# WHAT YOU SHOULD DO
Only the lines that contain the string "lists" belong in the answer; pull them from the records.

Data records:
- - - -
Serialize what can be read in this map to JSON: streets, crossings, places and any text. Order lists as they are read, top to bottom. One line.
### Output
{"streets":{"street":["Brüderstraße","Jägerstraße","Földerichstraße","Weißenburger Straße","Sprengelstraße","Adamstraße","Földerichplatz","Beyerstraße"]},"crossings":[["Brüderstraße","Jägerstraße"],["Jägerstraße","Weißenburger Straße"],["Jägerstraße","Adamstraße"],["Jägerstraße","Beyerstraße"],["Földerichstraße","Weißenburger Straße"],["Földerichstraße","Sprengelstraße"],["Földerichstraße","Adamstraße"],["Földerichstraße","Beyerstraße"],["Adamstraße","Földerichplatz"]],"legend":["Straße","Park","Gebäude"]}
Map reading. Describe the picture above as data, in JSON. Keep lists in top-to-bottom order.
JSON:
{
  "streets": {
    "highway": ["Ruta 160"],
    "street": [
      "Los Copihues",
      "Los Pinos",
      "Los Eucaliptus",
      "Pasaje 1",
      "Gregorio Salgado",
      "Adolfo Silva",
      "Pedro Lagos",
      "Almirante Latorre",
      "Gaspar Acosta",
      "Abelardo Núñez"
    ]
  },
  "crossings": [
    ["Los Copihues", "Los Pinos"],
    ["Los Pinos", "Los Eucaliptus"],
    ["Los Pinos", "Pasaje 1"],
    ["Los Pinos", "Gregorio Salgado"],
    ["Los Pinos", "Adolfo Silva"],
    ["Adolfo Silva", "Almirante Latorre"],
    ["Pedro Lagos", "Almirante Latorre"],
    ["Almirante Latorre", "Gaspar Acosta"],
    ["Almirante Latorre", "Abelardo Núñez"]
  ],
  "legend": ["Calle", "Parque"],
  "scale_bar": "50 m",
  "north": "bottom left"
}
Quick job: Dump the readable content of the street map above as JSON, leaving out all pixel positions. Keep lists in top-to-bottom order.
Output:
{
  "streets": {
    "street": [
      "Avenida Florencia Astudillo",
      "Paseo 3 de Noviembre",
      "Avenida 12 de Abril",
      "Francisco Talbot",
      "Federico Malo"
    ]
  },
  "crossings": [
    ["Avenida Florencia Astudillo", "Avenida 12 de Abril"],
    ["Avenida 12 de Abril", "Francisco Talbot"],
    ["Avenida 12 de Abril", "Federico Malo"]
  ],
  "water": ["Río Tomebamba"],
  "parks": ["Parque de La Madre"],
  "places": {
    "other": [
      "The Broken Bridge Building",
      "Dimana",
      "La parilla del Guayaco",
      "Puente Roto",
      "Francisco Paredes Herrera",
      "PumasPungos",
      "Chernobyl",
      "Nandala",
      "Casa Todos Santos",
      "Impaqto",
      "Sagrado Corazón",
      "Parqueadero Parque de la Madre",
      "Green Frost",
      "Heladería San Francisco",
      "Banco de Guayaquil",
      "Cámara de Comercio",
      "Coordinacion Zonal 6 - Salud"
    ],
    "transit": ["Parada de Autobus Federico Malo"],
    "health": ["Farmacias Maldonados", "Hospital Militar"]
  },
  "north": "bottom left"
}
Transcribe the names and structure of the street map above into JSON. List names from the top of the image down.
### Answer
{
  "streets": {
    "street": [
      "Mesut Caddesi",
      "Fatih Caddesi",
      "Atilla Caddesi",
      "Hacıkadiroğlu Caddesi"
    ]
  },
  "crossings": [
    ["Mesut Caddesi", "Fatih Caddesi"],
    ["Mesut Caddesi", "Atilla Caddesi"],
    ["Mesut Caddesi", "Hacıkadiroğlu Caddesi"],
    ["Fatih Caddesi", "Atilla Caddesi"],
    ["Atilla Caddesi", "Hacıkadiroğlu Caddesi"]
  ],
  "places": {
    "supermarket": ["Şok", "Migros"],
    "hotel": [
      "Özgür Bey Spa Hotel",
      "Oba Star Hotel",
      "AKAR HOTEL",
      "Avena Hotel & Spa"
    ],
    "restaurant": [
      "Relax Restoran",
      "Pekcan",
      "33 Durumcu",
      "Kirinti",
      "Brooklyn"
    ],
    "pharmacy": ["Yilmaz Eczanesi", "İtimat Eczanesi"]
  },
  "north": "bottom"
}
- - - -
# OUTPUT FOR THIS TASK
Serialize what can be read in this map to JSON: streets, crossings, places and any text. Order lists as they are read, top to bottom. One line.
Map reading. Describe the picture above as data, in JSON. Keep lists in top-to-bottom order.
Quick job: Dump the readable content of the street map above as JSON, leaving out all pixel positions. Keep lists in top-to-bottom order.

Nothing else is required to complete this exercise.